Creating a dataset in Data Craft
The two ways to start a dataset and the two ways to fill it: upload a file, write rows by hand, or generate rows with your own AI tool and import them back.
Every training run needs a dataset. Data Craft is the Ertas tab where datasets live: it shows each dataset's row count, file size, schema, and a preview, and it is where you build new ones. There are two ways to start a dataset and two ways to fill one you created.
First time in Data Craft? The onboarding tour walks through this surface step by step. If you skipped it, replay it from the help menu inside the tab.
Start a dataset two ways
Data Craft gives you two top-level entry points, side by side:
- Create a dataset builds an empty dataset that you then fill.
- Upload a file builds a dataset directly from a JSONL file you already have.
They are peers. Uploading a file is not a step inside creating one. It is a separate door for when your data already exists.
Create a dataset
Creating a dataset asks two questions: a name and a row format. That is it. The row format is the JSONL schema every row will follow (text, instruction, input, conversations, or messages), and it locks after creation because every later step depends on it. Your objective and the conversational roles come later, in Prompt Studio, when you are ready to generate.

Upload a file
If you already have data, upload it directly. Data Craft accepts a .jsonl file from your disk (up to 1GB) or a HuggingFace dataset URL (tick the third-party review box to confirm you have the right to use it). Ertas reads the file, detects the per-line format, and builds the dataset from it. The supported per-line formats are the same five schemas: text, instruction, input, conversations, and messages.

Two import doors, and they are easy to confuse. There are two different places to bring JSONL into Ertas:
- Uploading a
.jsonlfile (this section) is a top-level entry on the Data Craft tab, for a file on your disk. - Pasting JSONL as text lives inside Prompt Studio's import field (covered below). It is where generated rows come back, and it doubles as the shortcut for "I already have JSONL text and just want to paste it in."
Fill a created dataset
A dataset you created starts empty. There are two ways to add rows: write them by hand, or generate them with your own AI tool through Prompt Studio.
Write rows by hand
For a small, high-quality set, type rows in directly. Choose Add row, write the user turn, then the assistant answer, and save. New rows start in a not accepted state, and only accepted rows ever train.

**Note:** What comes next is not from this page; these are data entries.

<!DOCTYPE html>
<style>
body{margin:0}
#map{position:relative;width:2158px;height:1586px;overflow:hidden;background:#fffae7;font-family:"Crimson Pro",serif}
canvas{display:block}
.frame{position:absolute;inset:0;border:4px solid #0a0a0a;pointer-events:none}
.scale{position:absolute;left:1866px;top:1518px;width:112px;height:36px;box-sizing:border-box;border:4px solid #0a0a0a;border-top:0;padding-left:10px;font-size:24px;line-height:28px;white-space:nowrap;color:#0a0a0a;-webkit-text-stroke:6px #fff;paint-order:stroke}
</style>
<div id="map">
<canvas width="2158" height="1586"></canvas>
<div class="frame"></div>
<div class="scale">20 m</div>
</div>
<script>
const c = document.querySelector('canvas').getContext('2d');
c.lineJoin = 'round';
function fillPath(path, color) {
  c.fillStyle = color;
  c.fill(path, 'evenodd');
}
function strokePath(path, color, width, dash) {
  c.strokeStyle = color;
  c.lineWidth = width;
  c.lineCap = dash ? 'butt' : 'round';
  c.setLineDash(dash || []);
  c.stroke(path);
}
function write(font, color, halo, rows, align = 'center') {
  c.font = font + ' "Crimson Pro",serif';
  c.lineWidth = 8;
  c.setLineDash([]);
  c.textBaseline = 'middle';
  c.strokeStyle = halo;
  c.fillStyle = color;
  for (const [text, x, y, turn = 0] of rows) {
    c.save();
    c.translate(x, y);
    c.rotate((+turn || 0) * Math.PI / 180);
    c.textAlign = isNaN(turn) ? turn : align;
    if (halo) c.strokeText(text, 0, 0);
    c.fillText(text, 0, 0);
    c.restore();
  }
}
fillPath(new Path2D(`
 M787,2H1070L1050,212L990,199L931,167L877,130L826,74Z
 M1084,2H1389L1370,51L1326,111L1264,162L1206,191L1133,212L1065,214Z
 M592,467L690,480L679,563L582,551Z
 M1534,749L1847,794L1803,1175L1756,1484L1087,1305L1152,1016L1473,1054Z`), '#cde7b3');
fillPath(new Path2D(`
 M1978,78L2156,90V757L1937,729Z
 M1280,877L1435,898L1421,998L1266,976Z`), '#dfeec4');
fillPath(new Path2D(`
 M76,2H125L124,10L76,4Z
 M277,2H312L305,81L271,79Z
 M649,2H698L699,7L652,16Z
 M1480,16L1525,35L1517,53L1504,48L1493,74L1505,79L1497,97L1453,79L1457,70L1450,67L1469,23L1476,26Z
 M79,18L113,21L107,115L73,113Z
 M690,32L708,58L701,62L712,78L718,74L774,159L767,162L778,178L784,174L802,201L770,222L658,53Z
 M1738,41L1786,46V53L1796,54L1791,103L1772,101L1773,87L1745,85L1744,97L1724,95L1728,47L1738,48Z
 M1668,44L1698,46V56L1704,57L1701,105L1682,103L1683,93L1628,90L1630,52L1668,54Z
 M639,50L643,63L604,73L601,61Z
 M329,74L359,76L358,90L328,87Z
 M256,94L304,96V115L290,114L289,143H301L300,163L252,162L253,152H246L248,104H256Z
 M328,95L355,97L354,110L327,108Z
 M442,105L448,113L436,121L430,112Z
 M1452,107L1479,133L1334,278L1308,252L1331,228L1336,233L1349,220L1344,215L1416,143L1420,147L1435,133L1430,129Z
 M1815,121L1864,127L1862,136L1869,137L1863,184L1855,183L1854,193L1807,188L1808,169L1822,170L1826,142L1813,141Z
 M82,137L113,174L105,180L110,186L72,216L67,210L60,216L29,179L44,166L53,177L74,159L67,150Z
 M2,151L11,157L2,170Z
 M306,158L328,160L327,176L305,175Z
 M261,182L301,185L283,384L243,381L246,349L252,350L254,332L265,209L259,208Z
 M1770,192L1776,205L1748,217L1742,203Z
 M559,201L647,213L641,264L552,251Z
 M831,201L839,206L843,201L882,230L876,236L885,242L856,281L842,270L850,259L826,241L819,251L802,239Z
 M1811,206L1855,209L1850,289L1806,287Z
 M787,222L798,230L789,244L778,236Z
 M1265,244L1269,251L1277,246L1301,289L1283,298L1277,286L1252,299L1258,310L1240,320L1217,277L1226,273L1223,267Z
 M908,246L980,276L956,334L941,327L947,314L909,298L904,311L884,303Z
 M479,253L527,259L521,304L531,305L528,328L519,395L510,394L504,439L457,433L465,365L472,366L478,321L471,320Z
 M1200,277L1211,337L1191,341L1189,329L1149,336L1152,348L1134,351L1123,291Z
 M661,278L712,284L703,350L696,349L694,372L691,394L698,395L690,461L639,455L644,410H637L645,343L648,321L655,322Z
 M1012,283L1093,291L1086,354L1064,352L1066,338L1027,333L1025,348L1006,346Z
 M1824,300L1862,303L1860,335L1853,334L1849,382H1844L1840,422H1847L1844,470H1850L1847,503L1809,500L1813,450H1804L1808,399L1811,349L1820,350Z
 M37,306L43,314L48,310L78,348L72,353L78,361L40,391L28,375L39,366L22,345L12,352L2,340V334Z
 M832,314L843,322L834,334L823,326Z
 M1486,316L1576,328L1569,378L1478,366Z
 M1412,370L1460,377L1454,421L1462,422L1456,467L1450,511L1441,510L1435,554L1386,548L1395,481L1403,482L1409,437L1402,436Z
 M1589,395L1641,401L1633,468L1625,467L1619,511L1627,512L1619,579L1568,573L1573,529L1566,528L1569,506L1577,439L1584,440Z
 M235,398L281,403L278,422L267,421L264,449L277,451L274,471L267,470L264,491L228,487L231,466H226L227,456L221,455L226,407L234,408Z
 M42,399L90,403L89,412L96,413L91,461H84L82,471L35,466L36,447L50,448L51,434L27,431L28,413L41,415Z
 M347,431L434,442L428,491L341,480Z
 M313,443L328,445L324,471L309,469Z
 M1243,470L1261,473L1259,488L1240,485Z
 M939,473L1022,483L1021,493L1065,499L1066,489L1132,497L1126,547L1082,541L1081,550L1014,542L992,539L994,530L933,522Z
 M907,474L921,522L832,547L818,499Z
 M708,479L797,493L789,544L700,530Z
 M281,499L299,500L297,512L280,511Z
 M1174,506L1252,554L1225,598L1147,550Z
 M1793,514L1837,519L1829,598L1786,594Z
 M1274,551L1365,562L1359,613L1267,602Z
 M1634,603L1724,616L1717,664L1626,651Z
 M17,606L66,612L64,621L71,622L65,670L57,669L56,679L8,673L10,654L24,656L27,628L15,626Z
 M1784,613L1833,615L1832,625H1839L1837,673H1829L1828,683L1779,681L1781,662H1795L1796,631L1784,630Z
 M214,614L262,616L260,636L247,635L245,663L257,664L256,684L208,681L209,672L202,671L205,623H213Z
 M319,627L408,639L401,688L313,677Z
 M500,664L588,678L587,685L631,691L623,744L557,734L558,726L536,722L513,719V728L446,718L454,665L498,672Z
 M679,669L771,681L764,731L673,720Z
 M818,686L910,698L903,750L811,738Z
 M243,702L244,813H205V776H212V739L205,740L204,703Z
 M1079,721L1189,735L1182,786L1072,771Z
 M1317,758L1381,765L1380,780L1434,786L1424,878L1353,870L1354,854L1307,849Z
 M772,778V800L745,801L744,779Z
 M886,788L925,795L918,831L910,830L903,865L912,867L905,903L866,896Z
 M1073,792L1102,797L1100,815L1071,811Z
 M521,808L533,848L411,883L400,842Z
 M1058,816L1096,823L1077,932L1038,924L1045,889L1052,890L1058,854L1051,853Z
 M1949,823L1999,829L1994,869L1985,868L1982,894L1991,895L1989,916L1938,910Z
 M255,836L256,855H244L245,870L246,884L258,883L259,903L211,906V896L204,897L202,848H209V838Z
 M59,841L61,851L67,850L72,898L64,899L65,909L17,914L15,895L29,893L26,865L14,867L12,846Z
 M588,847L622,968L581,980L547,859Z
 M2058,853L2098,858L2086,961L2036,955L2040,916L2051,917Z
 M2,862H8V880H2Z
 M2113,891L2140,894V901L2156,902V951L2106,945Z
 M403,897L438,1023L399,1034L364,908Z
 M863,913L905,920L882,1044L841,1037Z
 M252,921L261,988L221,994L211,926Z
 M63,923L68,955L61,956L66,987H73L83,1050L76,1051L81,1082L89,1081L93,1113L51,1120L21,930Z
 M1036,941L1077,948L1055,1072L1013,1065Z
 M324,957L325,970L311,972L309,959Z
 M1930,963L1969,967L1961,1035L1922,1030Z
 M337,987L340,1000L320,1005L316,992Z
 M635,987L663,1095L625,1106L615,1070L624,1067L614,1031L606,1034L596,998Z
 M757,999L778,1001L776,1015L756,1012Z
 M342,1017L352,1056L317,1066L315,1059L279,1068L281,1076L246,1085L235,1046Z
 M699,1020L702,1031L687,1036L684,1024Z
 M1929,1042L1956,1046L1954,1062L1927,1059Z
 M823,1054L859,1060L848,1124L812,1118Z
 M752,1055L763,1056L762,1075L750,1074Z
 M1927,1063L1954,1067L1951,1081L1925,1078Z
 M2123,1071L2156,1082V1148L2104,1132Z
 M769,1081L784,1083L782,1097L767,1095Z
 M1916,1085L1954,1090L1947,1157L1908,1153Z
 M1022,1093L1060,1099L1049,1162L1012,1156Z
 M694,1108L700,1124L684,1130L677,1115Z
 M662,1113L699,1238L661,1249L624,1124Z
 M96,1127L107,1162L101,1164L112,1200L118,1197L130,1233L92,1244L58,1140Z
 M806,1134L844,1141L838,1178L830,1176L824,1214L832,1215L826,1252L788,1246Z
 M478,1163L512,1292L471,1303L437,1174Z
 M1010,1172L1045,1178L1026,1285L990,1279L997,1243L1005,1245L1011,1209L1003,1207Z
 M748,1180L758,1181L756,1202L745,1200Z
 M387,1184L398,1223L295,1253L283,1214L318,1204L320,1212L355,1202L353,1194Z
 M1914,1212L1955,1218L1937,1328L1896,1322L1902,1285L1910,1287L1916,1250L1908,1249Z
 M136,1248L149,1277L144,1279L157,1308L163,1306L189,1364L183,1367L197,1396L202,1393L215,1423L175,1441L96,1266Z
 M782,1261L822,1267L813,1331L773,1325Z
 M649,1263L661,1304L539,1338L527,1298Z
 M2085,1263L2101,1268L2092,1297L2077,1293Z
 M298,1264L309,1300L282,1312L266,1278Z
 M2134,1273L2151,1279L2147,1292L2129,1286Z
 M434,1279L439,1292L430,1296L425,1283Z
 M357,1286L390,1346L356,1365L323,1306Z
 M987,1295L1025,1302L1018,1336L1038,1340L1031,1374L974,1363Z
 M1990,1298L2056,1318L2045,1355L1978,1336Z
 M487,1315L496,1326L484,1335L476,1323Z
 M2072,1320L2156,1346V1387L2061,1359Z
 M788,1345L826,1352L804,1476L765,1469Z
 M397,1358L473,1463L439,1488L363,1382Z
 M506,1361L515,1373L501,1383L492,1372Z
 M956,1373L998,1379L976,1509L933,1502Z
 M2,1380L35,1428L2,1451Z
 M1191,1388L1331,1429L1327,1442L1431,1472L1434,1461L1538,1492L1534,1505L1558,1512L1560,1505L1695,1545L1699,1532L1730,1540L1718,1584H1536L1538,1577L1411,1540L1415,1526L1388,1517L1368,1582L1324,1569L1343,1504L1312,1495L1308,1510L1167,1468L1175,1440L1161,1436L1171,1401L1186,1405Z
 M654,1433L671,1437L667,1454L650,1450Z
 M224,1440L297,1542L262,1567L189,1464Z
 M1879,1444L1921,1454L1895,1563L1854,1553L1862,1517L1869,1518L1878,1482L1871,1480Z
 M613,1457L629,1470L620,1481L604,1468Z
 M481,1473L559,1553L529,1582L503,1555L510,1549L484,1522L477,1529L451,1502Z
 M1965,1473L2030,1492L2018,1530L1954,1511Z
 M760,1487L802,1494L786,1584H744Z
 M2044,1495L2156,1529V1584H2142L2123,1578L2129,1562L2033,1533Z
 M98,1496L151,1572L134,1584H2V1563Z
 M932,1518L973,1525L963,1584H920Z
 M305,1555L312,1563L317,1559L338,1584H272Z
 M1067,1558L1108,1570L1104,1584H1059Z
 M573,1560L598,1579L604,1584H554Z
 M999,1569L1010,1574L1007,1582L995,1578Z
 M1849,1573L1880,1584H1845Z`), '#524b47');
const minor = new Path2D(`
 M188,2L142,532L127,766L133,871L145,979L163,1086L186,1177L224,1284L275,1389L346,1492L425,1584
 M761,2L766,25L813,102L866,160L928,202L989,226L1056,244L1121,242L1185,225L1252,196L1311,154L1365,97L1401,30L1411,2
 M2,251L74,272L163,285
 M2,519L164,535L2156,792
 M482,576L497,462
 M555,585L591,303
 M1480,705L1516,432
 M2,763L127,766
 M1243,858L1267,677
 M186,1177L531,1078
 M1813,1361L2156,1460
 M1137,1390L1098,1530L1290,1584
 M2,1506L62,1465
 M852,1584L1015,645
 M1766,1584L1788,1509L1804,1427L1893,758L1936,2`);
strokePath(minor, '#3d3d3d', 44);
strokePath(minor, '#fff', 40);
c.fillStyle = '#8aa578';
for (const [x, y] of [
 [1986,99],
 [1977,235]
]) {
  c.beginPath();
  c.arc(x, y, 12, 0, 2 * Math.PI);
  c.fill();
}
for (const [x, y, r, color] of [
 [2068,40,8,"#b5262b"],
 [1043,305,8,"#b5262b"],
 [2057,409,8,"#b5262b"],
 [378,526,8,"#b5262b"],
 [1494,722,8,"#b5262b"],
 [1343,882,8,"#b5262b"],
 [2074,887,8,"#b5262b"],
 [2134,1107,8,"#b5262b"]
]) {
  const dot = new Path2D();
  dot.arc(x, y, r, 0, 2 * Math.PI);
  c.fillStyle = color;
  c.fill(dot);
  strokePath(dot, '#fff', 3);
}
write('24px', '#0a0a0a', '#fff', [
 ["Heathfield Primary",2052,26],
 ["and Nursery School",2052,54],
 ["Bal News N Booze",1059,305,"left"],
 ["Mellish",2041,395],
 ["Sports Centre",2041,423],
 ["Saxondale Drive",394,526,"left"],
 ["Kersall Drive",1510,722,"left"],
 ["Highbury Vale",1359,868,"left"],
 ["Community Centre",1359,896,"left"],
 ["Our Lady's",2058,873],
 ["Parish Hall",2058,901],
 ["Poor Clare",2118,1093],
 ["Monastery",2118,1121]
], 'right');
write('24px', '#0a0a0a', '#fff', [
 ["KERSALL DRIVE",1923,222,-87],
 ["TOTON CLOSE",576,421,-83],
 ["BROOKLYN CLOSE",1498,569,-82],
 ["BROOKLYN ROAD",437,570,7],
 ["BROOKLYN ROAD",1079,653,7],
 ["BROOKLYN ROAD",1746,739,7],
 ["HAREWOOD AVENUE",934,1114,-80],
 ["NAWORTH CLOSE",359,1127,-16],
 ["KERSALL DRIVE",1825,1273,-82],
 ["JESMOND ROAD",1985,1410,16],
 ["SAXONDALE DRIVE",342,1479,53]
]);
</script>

Hand-writing is slow but exact. It is the right tool for seed examples, a handful of tricky edge cases, or a golden set you want under full control.
Generate rows with your own AI tool
To scale up, Ertas does not run generation itself. Instead, Prompt Studio turns your context into a prompt, you run that prompt in your own AI tool (ChatGPT, Claude, or anything else), and you paste the results back. Because the generation runs in your tool, it does not consume Ertas credits.
Set the context first
Open Prompt Studio and define your objective (one or two sentences on what the model should do) and the conversational roles: who the user is and who the assistant is. Setting the context first is the whole game. Data quality is the single biggest lever on the quality of the model you train, and the context is what makes the generated rows look like your real distribution instead of generic filler.
The modal says it plainly: "Generate via your AI tool. Define your objective on the left to unlock prompt generation, or paste JSONL directly on the right."

Copy the prompt Ertas builds
From that context, Ertas drafts a generation prompt. It is fully editable, so tighten it however you like, and the number of rows to generate is set inside the prompt itself. When it reads the way you want, copy it.
Run it in your AI tool
Paste the prompt into ChatGPT, Claude, or whichever model you prefer, and run it. It returns JSONL rows in your chosen format.

Paste the rows back into Prompt Studio
Copy the JSONL the model produced and paste it as text into Prompt Studio's import field. Ertas parses it and adds the rows to your dataset as drafts, labelled AI DRAFT. The success modal confirms it: "Imported N rows. They're sitting in your dataset as drafts. Review and accept them in the table."

Review and accept
Drafts do not train. Read the imported rows in the table and accept the ones that are good. Only accepted rows are sent to the trainer when you start a run. This review pass is where a generated batch becomes a genuinely good dataset, so do not skip it. For what to look for, see Dataset quality. For the techniques that make generated rows better in the first place, see Dataset synthesis.
Already have JSONL text? You do not need to set up a context or draft a prompt. Open Prompt Studio's import field and paste your rows straight in. To load a .jsonl file from disk instead, use the file upload on the Data Craft tab.